Did you end up going with this frame?


----------



## billp91311 (Jun 9, 2018)

I have had the eboost PRO for 1 year and 1000 miles and only things I have done are tires(went with 3.0 instead of the 2.8 original size), added dropper post and changed several sets of rear brake pads. Recently went with a 203 rotor in the front for better stopping power and replaced the chain as it was stretched. Ready to get to riding again once this weather breaks. Cold and rain in So Cal is no bueno.


----------



## PurpleMtnSlayer (Jun 11, 2015)

I’ll probably go for it once I see one built up with a fitting battery and motor.

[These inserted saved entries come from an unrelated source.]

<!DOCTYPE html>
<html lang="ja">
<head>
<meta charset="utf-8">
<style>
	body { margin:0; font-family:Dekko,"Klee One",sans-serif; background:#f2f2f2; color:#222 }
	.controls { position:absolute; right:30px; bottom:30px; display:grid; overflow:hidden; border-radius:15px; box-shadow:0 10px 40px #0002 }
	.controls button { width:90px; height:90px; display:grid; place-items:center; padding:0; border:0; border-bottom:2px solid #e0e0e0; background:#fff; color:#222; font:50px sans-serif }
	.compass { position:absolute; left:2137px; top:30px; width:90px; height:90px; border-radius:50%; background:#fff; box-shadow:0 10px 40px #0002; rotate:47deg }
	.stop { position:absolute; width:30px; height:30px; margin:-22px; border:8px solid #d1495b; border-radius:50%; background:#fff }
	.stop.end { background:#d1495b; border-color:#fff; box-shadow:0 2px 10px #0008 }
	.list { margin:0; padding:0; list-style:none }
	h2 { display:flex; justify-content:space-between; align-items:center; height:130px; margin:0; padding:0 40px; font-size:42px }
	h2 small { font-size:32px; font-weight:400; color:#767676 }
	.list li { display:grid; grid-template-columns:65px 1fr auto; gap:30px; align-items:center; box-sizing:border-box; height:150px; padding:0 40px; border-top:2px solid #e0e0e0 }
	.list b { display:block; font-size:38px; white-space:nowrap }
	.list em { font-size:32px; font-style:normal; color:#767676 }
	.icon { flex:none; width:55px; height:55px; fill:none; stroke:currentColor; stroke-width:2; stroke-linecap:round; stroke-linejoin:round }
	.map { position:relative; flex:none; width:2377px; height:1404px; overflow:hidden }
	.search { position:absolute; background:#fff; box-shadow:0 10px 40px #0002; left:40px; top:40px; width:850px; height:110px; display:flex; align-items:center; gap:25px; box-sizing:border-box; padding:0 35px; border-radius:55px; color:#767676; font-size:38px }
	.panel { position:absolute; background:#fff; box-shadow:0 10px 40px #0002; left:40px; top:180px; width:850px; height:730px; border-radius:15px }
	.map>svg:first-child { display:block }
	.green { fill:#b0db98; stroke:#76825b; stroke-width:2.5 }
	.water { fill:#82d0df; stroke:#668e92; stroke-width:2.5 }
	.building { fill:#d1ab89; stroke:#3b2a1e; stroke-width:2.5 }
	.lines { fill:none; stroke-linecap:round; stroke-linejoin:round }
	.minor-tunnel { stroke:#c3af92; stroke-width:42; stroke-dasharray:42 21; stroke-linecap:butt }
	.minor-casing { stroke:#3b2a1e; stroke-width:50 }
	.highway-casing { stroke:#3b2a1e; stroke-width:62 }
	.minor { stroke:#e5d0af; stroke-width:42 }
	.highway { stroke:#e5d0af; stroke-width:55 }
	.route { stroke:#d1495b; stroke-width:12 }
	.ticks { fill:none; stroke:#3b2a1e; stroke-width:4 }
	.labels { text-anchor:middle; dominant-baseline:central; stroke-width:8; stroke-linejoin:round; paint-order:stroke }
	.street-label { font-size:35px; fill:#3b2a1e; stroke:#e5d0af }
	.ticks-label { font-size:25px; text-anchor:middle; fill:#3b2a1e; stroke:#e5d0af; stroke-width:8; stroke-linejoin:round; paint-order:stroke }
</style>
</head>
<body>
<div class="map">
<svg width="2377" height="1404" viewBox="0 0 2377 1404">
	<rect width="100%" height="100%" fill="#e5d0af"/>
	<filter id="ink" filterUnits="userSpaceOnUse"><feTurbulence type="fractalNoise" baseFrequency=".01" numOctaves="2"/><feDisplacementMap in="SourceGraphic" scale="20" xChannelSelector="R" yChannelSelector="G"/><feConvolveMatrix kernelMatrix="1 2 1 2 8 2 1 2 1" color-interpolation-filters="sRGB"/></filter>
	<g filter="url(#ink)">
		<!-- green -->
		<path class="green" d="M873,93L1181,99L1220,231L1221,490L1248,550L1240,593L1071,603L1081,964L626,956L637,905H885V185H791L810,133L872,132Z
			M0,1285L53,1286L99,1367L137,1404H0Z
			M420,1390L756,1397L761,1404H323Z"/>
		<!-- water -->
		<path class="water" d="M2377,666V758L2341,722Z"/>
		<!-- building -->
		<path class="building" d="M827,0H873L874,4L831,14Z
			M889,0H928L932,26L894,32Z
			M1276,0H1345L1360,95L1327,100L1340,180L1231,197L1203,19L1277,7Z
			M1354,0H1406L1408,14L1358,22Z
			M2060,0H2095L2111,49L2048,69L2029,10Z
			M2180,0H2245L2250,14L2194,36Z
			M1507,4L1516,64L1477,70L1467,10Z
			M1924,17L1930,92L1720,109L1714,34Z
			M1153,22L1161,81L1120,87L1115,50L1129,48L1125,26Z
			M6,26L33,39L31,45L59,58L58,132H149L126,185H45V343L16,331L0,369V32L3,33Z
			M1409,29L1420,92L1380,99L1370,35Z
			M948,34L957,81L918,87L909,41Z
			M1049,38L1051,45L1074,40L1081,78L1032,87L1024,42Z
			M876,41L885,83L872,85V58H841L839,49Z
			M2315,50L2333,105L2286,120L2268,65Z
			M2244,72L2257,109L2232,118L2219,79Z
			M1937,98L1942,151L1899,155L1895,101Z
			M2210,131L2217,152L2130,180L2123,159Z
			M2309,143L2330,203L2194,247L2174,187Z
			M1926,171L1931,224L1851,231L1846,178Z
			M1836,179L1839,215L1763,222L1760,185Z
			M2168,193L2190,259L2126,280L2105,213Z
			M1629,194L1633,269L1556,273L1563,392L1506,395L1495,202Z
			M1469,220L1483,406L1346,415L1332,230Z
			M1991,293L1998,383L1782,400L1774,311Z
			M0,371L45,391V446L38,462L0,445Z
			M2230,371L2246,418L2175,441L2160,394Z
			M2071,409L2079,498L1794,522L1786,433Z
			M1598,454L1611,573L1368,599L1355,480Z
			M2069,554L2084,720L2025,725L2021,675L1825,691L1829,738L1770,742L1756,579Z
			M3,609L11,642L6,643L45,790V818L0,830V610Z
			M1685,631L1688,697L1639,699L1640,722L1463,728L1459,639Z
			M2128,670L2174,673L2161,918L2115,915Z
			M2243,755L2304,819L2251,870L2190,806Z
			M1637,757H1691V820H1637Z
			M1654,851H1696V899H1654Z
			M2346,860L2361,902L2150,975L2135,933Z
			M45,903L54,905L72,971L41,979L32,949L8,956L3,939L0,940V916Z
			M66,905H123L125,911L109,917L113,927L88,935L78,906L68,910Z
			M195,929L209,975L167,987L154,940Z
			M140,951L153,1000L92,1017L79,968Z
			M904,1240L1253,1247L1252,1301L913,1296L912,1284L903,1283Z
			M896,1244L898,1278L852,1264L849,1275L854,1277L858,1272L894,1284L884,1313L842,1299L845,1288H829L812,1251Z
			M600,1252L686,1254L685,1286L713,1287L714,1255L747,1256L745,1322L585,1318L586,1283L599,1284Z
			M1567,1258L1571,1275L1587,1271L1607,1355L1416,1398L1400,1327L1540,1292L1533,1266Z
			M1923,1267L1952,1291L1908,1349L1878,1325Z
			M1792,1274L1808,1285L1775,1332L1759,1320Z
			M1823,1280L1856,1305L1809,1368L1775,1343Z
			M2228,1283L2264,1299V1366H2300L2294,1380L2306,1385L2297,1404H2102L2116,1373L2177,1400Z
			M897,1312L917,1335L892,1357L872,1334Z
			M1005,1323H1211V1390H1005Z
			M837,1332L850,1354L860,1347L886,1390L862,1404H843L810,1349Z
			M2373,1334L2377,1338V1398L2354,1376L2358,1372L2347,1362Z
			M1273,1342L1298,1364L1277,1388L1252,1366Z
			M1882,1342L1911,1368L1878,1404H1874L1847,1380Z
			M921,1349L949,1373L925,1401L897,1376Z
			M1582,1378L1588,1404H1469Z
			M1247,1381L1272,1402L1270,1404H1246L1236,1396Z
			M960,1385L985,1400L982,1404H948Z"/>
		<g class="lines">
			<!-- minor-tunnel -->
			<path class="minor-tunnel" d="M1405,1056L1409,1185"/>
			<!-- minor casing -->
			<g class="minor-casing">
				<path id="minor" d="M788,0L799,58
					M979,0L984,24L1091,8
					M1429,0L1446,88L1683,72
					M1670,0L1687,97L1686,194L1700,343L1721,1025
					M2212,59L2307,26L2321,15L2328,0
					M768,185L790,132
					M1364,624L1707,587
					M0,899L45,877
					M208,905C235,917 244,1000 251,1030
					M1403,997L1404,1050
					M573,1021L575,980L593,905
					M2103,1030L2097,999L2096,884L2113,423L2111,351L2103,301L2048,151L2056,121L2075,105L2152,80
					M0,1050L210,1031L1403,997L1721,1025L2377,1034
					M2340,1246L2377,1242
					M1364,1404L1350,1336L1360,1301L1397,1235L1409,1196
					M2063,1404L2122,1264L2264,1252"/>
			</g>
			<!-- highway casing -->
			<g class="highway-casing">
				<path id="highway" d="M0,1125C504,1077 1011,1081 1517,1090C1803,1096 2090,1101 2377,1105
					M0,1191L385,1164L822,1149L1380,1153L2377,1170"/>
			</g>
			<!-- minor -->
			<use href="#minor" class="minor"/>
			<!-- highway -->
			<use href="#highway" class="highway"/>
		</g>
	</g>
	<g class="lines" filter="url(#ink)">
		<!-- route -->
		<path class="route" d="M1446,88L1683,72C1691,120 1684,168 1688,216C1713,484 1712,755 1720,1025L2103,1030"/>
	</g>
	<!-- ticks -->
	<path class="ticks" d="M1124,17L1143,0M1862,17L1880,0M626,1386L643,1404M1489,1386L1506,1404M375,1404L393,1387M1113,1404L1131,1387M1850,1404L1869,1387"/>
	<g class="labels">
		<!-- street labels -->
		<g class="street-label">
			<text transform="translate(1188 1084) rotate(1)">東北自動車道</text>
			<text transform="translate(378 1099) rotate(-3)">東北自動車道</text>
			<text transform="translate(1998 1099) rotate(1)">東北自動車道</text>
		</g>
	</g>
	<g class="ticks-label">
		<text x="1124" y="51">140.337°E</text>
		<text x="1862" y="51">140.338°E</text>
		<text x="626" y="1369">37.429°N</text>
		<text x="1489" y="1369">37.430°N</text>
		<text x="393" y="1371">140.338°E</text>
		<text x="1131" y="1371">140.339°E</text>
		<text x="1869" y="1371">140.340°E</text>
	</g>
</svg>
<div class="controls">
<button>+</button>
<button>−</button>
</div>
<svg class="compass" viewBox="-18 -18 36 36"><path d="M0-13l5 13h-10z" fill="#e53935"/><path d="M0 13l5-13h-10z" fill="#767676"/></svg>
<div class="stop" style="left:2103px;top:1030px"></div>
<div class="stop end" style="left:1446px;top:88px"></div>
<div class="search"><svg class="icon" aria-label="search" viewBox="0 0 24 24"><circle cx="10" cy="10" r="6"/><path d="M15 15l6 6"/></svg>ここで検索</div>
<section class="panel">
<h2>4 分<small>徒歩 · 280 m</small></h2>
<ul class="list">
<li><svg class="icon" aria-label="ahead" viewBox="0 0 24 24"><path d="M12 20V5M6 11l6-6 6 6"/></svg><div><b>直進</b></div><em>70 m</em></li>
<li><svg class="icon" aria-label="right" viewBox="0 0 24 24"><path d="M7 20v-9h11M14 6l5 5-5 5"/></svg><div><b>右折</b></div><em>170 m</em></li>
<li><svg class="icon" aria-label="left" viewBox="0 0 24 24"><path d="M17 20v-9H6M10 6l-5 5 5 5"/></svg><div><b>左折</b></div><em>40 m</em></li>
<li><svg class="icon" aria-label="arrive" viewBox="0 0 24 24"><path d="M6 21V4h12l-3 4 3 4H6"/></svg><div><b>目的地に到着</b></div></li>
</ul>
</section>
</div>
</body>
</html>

The factory has been keeping me updated and expects it to be available early April.


----------



## 20.100 FR (Jan 13, 2004)

PurpleMtnSlayer said:


> I'll probably go for it once I see one built up with a fitting battery and motor. The factory has been keeping me updated and expects it to be available early April.


Hello,

Any news on this frame ?
A fully buillt picture ?


----------



## rsilvers (Aug 23, 2015)

Bad idea. You can buy a 2020 Giant Stance for $3600 at full MSRP. You can get a 2019 at a discount easily.


----------



## PurpleMtnSlayer (Jun 11, 2015)

I ended up getting a decoy. Glad I did cause it seems these bikes have a lot more issues than analog bikes.


----------